Nikhil Thakker, We Care Investments
In 2006, a businessman approached me to invest Rs. 1 crore. Since he had a 10-year investment horizon, I invested the corpus in a mix of diversified equity funds.
While he had invested for the long term, he got impatient when the markets went down in 2008. I recommended him to stay the course but he failed to understand that equity funds fetch good returns over the long term.
I had to redeem his money during the 2008 crash. “I consider it as one of my failures because my advice could not change the client’s perception,” says Nikhil. He invested this money in bank fixed deposit and stopped investing through me.
After a few years, he approached me again when his fixed deposit investments had not fetched him good returns. He realised that MFs are better products and he wanted to invest in mutual funds again. However, this time I warned him that he needs to stay the course during the ups and downs in the market. Also, I made him invest in debt and hybrid funds so that his portfolio was balanced.
I realized my mistake was that I had not recommended him to invest a part of his corpus in debt funds earlier.
Deepesh Mehta, Grow Wealth
I was very young when I ventured in this profession and did not have many leads. During that time, I met a prospect who used to work in a real estate firm.
He was in his early thirties. After we discussed his finances for an hour, I discovered that he had not planned for his goals.
I advised him to do a SIP of Rs. 5, 000. As days progressed and our relationship became stronger, I discovered that he had inherited two properties and had also invested some money in insurance to save tax.
After a lot of persuasion, I managed to stop his investments in insurance. He realised that his agent cheated him by selling too many life insurance policies as well as Ulips which was not aligned to his financial needs. In the five annual reviews (2010 to 2014) I kept educating him on why real estate is not such a good investment. I did a comparison of real estate with equity mutual funds and made him aware of the disadvantages of real estate like lack of liquidity, stamp duty, maintenance costs, taxation etc. Convinced, he sold his two inherited properties in Bangalore and invested that money in mutual funds.
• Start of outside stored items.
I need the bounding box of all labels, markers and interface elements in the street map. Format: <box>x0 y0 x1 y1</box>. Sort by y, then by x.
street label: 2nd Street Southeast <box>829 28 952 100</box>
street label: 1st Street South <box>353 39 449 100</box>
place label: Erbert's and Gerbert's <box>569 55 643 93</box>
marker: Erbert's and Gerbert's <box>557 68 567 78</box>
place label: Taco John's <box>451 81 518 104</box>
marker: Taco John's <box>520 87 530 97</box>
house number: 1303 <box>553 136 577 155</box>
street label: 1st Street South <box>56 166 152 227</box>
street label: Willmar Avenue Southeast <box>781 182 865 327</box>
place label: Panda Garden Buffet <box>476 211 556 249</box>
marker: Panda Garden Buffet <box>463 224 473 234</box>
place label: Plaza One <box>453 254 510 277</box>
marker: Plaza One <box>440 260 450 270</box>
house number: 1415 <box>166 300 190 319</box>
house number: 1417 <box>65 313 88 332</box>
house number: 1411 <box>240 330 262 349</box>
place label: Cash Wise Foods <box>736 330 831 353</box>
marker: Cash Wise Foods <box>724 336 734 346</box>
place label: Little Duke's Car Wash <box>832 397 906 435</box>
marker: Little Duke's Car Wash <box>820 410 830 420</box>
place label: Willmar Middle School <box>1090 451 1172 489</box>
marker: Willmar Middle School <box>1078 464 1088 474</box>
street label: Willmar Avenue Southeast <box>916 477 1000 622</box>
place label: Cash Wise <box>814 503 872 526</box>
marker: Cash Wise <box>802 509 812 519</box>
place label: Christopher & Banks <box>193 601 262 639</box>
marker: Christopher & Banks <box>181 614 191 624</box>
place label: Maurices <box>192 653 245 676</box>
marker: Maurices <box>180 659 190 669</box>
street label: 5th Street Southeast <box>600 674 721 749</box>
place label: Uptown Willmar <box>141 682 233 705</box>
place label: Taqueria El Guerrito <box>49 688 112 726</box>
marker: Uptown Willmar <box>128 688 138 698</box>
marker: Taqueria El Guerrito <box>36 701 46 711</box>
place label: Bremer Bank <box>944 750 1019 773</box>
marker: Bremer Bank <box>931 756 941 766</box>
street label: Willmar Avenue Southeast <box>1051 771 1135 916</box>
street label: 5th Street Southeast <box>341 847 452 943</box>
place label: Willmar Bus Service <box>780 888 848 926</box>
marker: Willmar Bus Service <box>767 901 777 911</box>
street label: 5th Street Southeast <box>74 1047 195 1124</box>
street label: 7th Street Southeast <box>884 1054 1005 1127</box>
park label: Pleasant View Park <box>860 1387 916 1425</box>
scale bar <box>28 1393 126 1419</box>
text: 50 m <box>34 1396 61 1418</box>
His investments in mutual funds have fetched him good returns.
Later in 2014, he decided to leave his job to start his own business. I advised him to have a contingency fund for his business which he has funded through his mutual fund earnings.
I was able to change his perception about real estate and helped him switch to mutual funds. Currently, his mutual fund portfolio is in crores and he has referred me to many HNI clients.